Buy Starting Strength and a sharpy, at "for Women" to the title.  Problem solved.

I am doing NROL after NROLFW and am finding NROL alot harder.  Some of the NROLFW stages were longer workouts (stage 4-5), but I am finding the NROL for the most part has more volume.  I did Starting Strength for a month or so.... but didn't find it to be "enough".

I did order the NROL - just still very disappointed in the "fitness" industry's and book publisher's options for women.  I mean if I were new to this and didn't know anything about weight lifting and resistance training  etc...  I'd be stuck with those piddly arse barbie weights and money and time wasted.

I do want to add that I am currently letting a personal trainer ( female) read my NROL4W book during the days I'm in cardio step class at the gym -- She said she really is enjoying the book-- yee haw one more personal trainer converted

Original Post by dbackerfan:

 I'd be stuck with those piddly arse barbie weights and money and time wasted.

Exactly!

Keeping beginners in a constant stage of ignorance makes money for the fitness industry!

Like others have said have a look at starting strength or try www.stronglifts.com

If you search for fitness material aimed at women it's inevitible that you'll be presented with books that should really be in the humour or science fiction section of Amazon!

Starting Strength is a sort of core book that teaches you to do the lifts properly - and the basic program in it is great for beginners. Gives you a rock-solid foundation to work from for whatever you want to do.
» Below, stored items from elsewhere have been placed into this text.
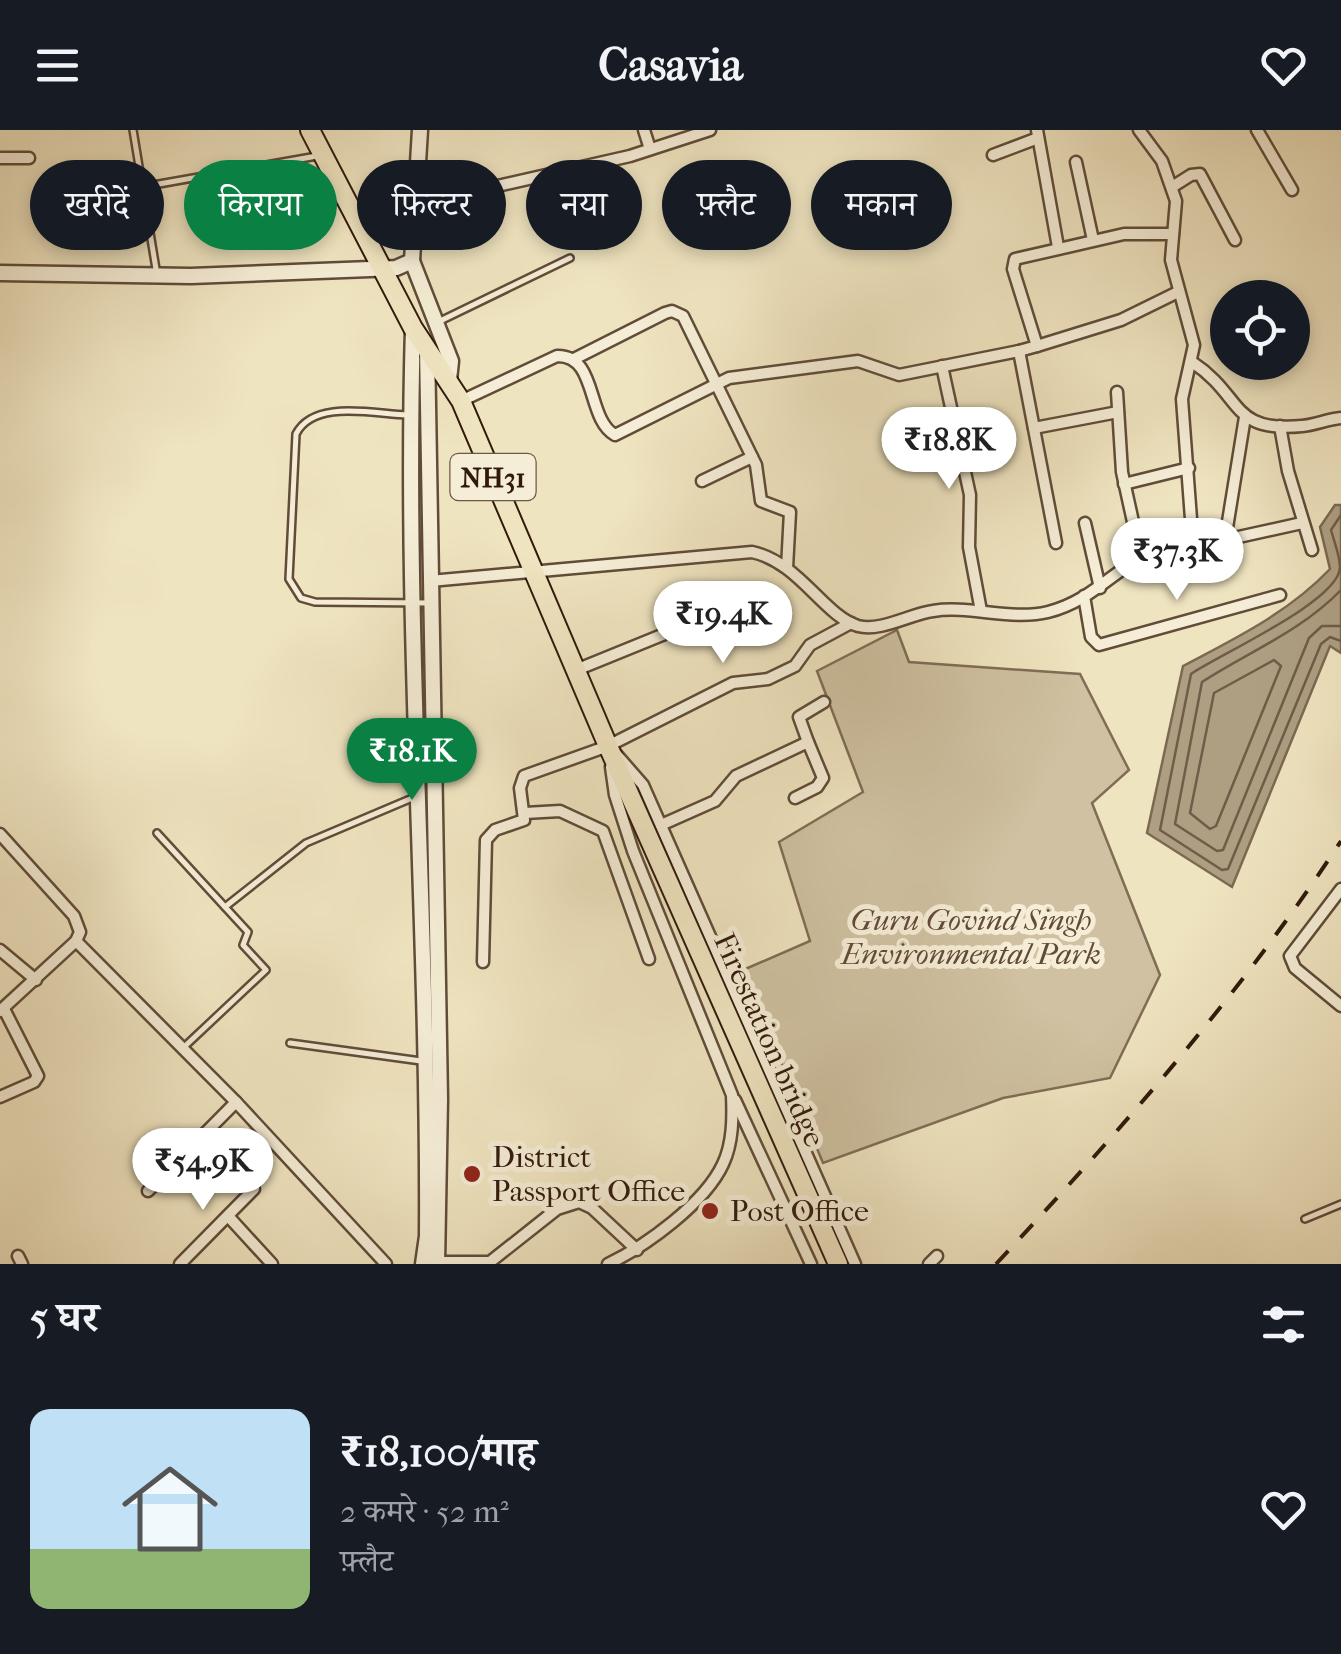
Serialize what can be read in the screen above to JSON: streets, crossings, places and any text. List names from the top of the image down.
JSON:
{
  "streets": {
    "highway": ["NH31", "Firestation bridge"]
  },
  "crossings": [
    ["NH31", "Firestation bridge"]
  ],
  "parks": ["Guru Govind Singh Environmental Park"],
  "places": ["District Passport Office", "Post Office"],
  "page": {
    "header": "Casavia",
    "chip": [
      "खरीदें",
      "किराया",
      "फ़िल्टर",
      "नया",
      "फ़्लैट",
      "मकान"
    ],
    "price": [
      "₹18.8K",
      "₹37.3K",
      "₹19.4K",
      "₹18.1K",
      "₹54.9K"
    ],
    "heading": "5 घर",
    "list": [
      {
        "name": "₹18,100/माह",
        "note": "2 कमरे · 52 m² · फ़्लैट"
      }
    ]
  }
}
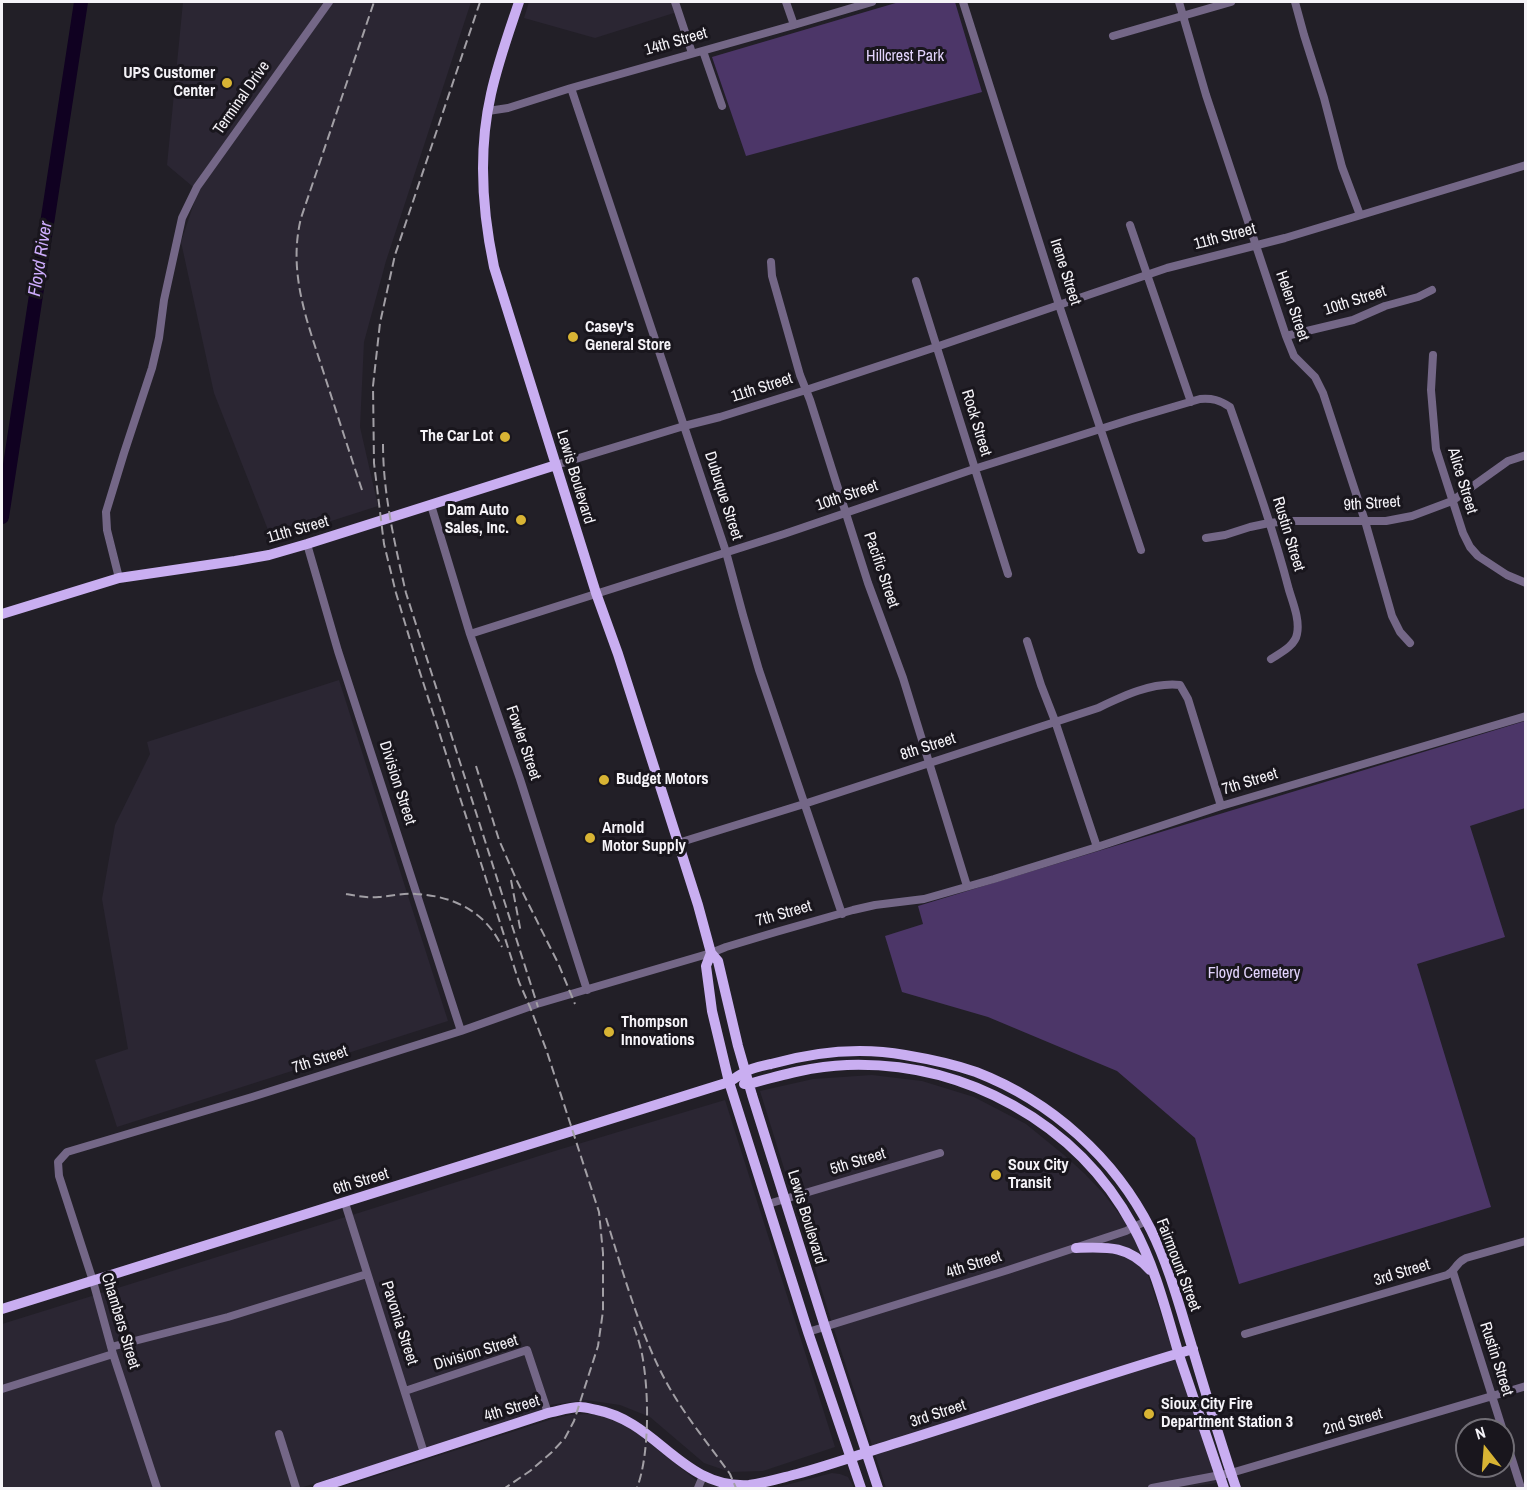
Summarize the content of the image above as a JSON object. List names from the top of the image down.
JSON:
{
  "streets": {
    "main road": [
      "11th Street",
      "Lewis Boulevard",
      "6th Street",
      "4th Street",
      "Fairmount Street",
      "3rd Street"
    ],
    "street": [
      "14th Street",
      "Terminal Drive",
      "Irene Street",
      "10th Street",
      "Helen Street",
      "Rock Street",
      "Alice Street",
      "Dubuque Street",
      "9th Street",
      "Rustin Street",
      "Pacific Street",
      "Fowler Street",
      "8th Street",
      "7th Street",
      "Division Street",
      "5th Street",
      "Chambers Street",
      "Pavonia Street",
      "2nd Street"
    ]
  },
  "crossings": [
    ["14th Street", "Lewis Boulevard"],
    ["14th Street", "Dubuque Street"],
    ["Terminal Drive", "11th Street"],
    ["11th Street", "Irene Street"],
    ["11th Street", "Helen Street"],
    ["11th Street", "Rock Street"],
    ["11th Street", "Lewis Boulevard"],
    ["11th Street", "Dubuque Street"],
    ["11th Street", "Pacific Street"],
    ["11th Street", "Fowler Street"],
    ["11th Street", "Division Street"],
    ["Irene Street", "10th Street"],
    ["10th Street", "Helen Street"],
    ["10th Street", "Rock Street"],
    ["10th Street", "Lewis Boulevard"],
    ["10th Street", "Dubuque Street"],
    ["10th Street", "Rustin Street"],
    ["10th Street", "Pacific Street"],
    ["10th Street", "Fowler Street"],
    ["Helen Street", "9th Street"],
    ["Lewis Boulevard", "8th Street"],
    ["Lewis Boulevard", "7th Street"],
    ["Lewis Boulevard", "5th Street"],
    ["Lewis Boulevard", "6th Street"],
    ["Lewis Boulevard", "4th Street"],
    ["Lewis Boulevard", "Fairmount Street"],
    ["Lewis Boulevard", "3rd Street"],
    ["Alice Street", "9th Street"],
    ["Dubuque Street", "8th Street"],
    ["Dubuque Street", "7th Street"],
    ["9th Street", "Rustin Street"],
    ["Rustin Street", "3rd Street"],
    ["Rustin Street", "2nd Street"],
    ["Pacific Street", "8th Street"],
    ["Pacific Street", "7th Street"],
    ["Fowler Street", "7th Street"],
    ["8th Street", "7th Street"],
    ["7th Street", "Division Street"],
    ["7th Street", "Chambers Street"],
    ["Division Street", "4th Street"],
    ["Division Street", "Pavonia Street"],
    ["6th Street", "Fairmount Street"],
    ["6th Street", "Chambers Street"],
    ["6th Street", "Pavonia Street"],
    ["4th Street", "Fairmount Street"],
    ["4th Street", "3rd Street"],
    ["4th Street", "Pavonia Street"],
    ["Fairmount Street", "3rd Street"],
    ["Fairmount Street", "2nd Street"]
  ],
  "water": ["Floyd River"],
  "parks": ["Hillcrest Park", "Floyd Cemetery"],
  "places": [
    "UPS Customer Center",
    "Casey's General Store",
    "The Car Lot",
    "Dam Auto Sales, Inc.",
    "Budget Motors",
    "Arnold Motor Supply",
    "Thompson Innovations",
    "Soux City Transit",
    "Sioux City Fire Department Station 3"
  ],
  "north": "top"
}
 Naturally, a beginner's program is not sufficient for the intermediate and advanced athlete, so you need to build out the foundation in various ways depending on your goals. The companion volume to Starting Strength is "Practical Programming for Strength Training" which is all about how to build on the foundation from Starting Strength and assemble a coherent program that works for sports-specific goals.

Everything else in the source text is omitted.